Je suis parisien, pas encore trente ans, et je fais de la musique depuis deux, trois ans. La genèse de Geena, c’est un soft installé sur un ordinateur qui me faisait de l’œil et de longues soirées d’hiver à essayer de croiser de la new beat et certains gimmicks de Legowelt. J’étais vraiment dans ce délire là au début. J’ai réécouté les tracks, un peu honteusement, récemment.
Aujourd’hui, tu travailles toujours sur logiciel ou tu t’es frotté aux machines ? Tu travailles plutôt seul chez toi ou en studio ? Je me souviens d’avoir vu passer plusieurs vidéos sur lesquelles on te voyait bosser en collab’.
Je fais un peu de mpc de manière ludique et récréative. C’est un outil dont j’apprends à me servir grâce à Isa et Antoine de Syracuse qui sont experts de ce type de machine. Bon après, j’ai une formation de guitariste à la base donc pendant très longtemps, la porte d’entrée de la musique, pour moi, c’était d’abord l’instrument. J’ai des jams enregistrés à droite et à gauche dans le délire expo70/post-drone mais ça ne doit pas être très beau à réentendre. Le studio, c’est pas encore d’actualité. Ma préoccupation actuelle, c’est de protéger mes oreilles, car je fais trop de choses au casque et ça commence à être problématique pour mon audition. Donc concrètement, c’est repenser un espace chez moi qui me permette d’allier écoute et production.
Tu as signé tes premières sorties chez Antinote, un label assez jeune mais qui a su s’imposer rapidement comme l’une des références de la musique électronique parisienne. Est-ce que tu peux nous parler de ta rencontre avec Quentin ? Qu’est-ce qui t’a poussé à signer chez Antinote ?
La rencontre avec Quentin s’est faite au moment de la sortie du premier maxi d’Albinos. J’avais reçu le promo et j’avais vraiment accroché, peut-être plus que sur le Iueke et le Syracuse d’ailleurs. J’ai donc répondu au mail et lui ai demandé de m’envoyer le pack promo dans sa version finale. A ce moment là, je venais de sortir un morceau sur une compil’ du label WT Records et j’avais finalisé une série de morceaux dans la lignée. Je les lui ai envoyés, on s’est rencontrés. C’était assez important de signer sur un label parisien, avec quelqu’un que tu peux checker à n’importe quel moment, qui devient un de tes amis et qui te fait rencontrer beaucoup d’autres personnes hyper intéressantes.
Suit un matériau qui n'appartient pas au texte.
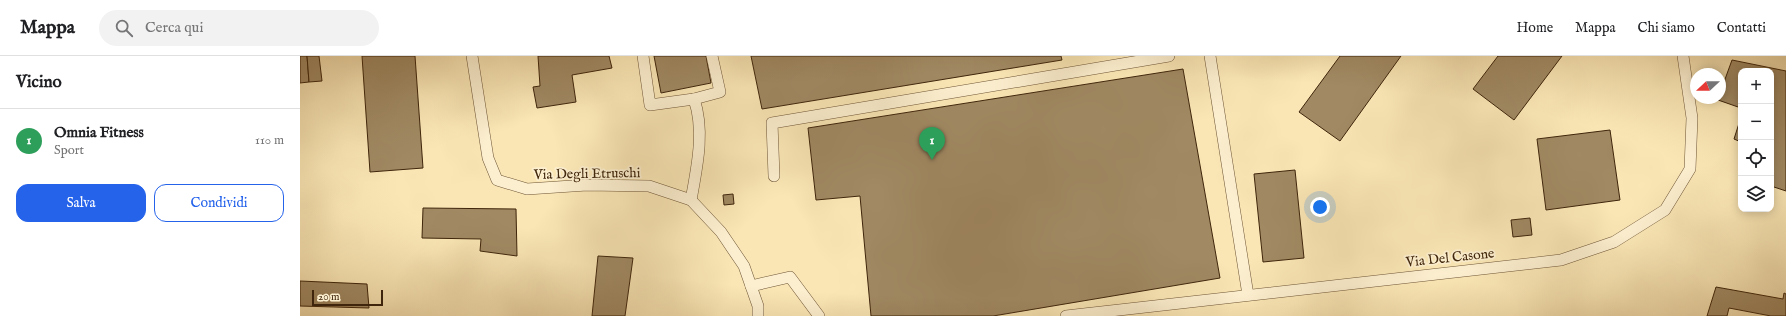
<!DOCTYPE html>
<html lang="it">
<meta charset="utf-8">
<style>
:root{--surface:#fff;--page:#f2f2f2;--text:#202124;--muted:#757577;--line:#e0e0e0;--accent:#2563eb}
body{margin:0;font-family:"IM FELL English",serif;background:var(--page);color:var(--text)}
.controls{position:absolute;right:12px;top:12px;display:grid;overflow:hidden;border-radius:8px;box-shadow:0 2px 10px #0003}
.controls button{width:36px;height:36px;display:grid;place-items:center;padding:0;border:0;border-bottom:1px solid var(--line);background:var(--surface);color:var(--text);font:20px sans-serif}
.compass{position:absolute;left:1390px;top:12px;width:36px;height:36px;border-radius:50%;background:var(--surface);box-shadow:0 2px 10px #0003;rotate:248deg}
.scale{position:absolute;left:12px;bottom:10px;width:71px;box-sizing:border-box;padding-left:4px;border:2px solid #3f250b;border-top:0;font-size:11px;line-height:14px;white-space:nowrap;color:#3f250b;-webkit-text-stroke:3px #fcefcf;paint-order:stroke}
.you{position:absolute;left:1020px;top:151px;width:14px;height:14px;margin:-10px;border:3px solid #fff;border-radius:50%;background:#1a73e8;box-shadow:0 0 0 6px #1a73e833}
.badge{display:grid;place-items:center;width:26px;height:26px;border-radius:50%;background:var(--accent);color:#fff;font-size:13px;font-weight:700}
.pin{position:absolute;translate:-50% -33px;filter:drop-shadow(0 1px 2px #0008)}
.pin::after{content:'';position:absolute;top:21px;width:14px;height:12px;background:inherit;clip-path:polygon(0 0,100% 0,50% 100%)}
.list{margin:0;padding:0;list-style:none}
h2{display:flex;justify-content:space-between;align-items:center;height:52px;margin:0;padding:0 16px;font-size:17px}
h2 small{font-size:13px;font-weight:400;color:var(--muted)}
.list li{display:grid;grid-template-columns:26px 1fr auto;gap:12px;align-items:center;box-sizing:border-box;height:64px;padding:0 16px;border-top:1px solid var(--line)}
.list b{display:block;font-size:15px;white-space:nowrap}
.list p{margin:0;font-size:13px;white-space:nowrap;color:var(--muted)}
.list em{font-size:13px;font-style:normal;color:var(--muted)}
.actions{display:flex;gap:8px;padding:12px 16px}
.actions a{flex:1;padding:9px 0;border:1px solid var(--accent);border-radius:12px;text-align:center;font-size:14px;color:var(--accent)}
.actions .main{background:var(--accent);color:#fff}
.icon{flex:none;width:22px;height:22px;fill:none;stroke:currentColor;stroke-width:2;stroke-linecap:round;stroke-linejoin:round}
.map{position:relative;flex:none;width:1486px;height:260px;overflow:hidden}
header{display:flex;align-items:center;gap:24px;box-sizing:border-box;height:56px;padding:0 20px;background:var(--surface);border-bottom:1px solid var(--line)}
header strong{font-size:19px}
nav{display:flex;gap:22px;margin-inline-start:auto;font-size:14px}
.search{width:280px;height:36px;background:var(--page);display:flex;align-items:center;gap:10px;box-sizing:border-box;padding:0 14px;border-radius:22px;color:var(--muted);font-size:15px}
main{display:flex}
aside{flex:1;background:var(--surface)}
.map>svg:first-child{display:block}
</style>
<header>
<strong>Mappa</strong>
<div class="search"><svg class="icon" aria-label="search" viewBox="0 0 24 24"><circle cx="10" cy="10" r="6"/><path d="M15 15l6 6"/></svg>Cerca qui</div>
<nav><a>Home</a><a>Mappa</a><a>Chi siamo</a><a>Contatti</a></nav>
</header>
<main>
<aside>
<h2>Vicino<small></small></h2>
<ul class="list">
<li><span class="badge" style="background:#2e9e5b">1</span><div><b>Omnia Fitness</b><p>Sport</p></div><em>110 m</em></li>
</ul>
<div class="actions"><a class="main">Salva</a><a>Condividi</a></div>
</aside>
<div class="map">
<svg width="1486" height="260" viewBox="0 0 1486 260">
<rect width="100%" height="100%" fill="#fae6b5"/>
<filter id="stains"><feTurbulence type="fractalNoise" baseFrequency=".005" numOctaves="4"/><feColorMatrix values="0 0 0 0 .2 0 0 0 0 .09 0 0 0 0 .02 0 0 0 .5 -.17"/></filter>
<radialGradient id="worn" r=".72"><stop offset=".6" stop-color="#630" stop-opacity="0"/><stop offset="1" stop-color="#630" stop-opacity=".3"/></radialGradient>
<g fill="#a08963" stroke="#3f250b">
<path d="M0,0h7l2,26 -9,1z"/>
<path d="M7,0h12l3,25 -13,1z"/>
<path d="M62,0h53l8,112 -53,4z"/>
<path d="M238,0h71l3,12 -40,7 4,27 -39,6 -4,-21 7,-1z"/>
<path d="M354,0h52l5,27 -50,10z"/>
<path d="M451,0h310l1,4 -300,49z"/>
<path d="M1040,0h61l-61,85 -41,-29z"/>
<path d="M1198,0h64l-48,64 -41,-31z"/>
<path d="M1432,4l54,11v120l-15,-5v-115h-30v37l-23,-8 2,-2v-5z"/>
<path d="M883,13l37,209 -227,38h-122l-11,-120 -44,4 -8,-72z"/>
<path d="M1441,61v25l-7,-3z"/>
<path d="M1310,74l10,70 -74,10 -9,-71z"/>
<path d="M995,114l9,88 -41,4 -9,-88z"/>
<path d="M433,138l1,10 -10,1 -1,-10z"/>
<path d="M123,152l93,1 1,47 -37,-5 1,-12 -59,-1z"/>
<path d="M1230,162l2,17 -19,2 -2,-17z"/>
<path d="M298,200l35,2 -8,58h-33z"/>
<path d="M0,225l67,3 2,24 -69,-2z"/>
<path d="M1416,231l67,12 1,-6 2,1v22h-15l-42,-8 -2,8h-20z"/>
</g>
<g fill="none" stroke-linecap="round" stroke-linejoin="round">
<defs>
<g id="lane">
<path d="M172,0l16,102 9,22 30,9 60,-4 62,1 42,14 30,32 23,34 14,40v10"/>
<path d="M343,0l7,49 44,-6 26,-7 -8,-36"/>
<path d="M910,0l38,239"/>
<path d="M474,120l-2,-53 397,-67"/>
<path d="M391,144c6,-33 14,-69 3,-101"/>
<path d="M451,230l39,-9 29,39"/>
<path d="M766,260l495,-56 53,-18 51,-32 25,-41 2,-51 -9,-62"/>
</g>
</defs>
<use href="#lane" stroke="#6e5536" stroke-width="12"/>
<use href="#lane" stroke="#fcefcf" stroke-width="11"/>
</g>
<g text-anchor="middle" stroke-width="3.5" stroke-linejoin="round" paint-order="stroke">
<g font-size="14" fill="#3f250b" stroke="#fcefcf">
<text transform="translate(287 117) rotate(-1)" y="5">Via Degli Etruschi</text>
<text transform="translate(1150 201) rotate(-6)" y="5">Via Del Casone</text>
</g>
</g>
<rect width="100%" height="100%" filter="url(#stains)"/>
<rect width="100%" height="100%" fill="url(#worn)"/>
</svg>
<div class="controls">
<button>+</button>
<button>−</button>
<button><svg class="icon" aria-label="locate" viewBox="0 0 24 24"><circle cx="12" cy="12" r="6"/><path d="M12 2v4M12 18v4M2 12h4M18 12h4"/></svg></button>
<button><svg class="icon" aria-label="layers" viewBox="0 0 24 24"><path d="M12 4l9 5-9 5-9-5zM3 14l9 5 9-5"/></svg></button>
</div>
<svg class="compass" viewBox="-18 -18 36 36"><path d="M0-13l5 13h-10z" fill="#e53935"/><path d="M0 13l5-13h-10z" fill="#757577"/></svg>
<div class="scale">20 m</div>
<div class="you"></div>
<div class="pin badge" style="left:632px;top:104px;background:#2e9e5b">1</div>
</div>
</main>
Donc pour toi la fonction d’un label aujourd’hui, c’est plus de fournir un cadre réactif où priment le conseil et les relations de proximité que de permettre à un artiste d’intégrer des réseaux de distribution puissants et de signer des synchro juteuses ? Est-ce que tu penses que c’est une tendance générale ou que ça reste l’apanage des producteurs de circuits plus confidentiels ?
Pour moi un label c’est d’abord de la DA : un choix d’artistes pertinents, des tracklistings cohérents, de belles pochettes, etc. Mais je n’en tire pas une généralité. Ma principale source de revenus est ailleurs, dans un emploi de tous les jours. Je n’attends pas de relevé SACEM ou ce genre de trucs. L’économie de labels comme Antinote ne permet pas d’attendre de royalties versées par le label ou ce genre de deal. Sans tout dévoiler, je crois que Quentin a récupéré son investissement de départ dans le label il y a peu de temps… Ça te donne une idée du chemin à parcourir pour s’y retrouver. Il faut discerner plusieurs choses : bien sûr qu’en tant qu’artiste, tu attends que ton disque soit dispo partout, mais c’est aussi le cas de ton label. La distrib’, c’est l’enjeu principal du truc, je pense. La synchro… pfff, ça ne me travaille pas du tout. Le plus difficile pour un artiste en développement est de se faire connaître des promoteurs et de tourner régulièrement, ça c’est un travail de fond et ça n’est pas basé que sur de l’artistique à mon avis.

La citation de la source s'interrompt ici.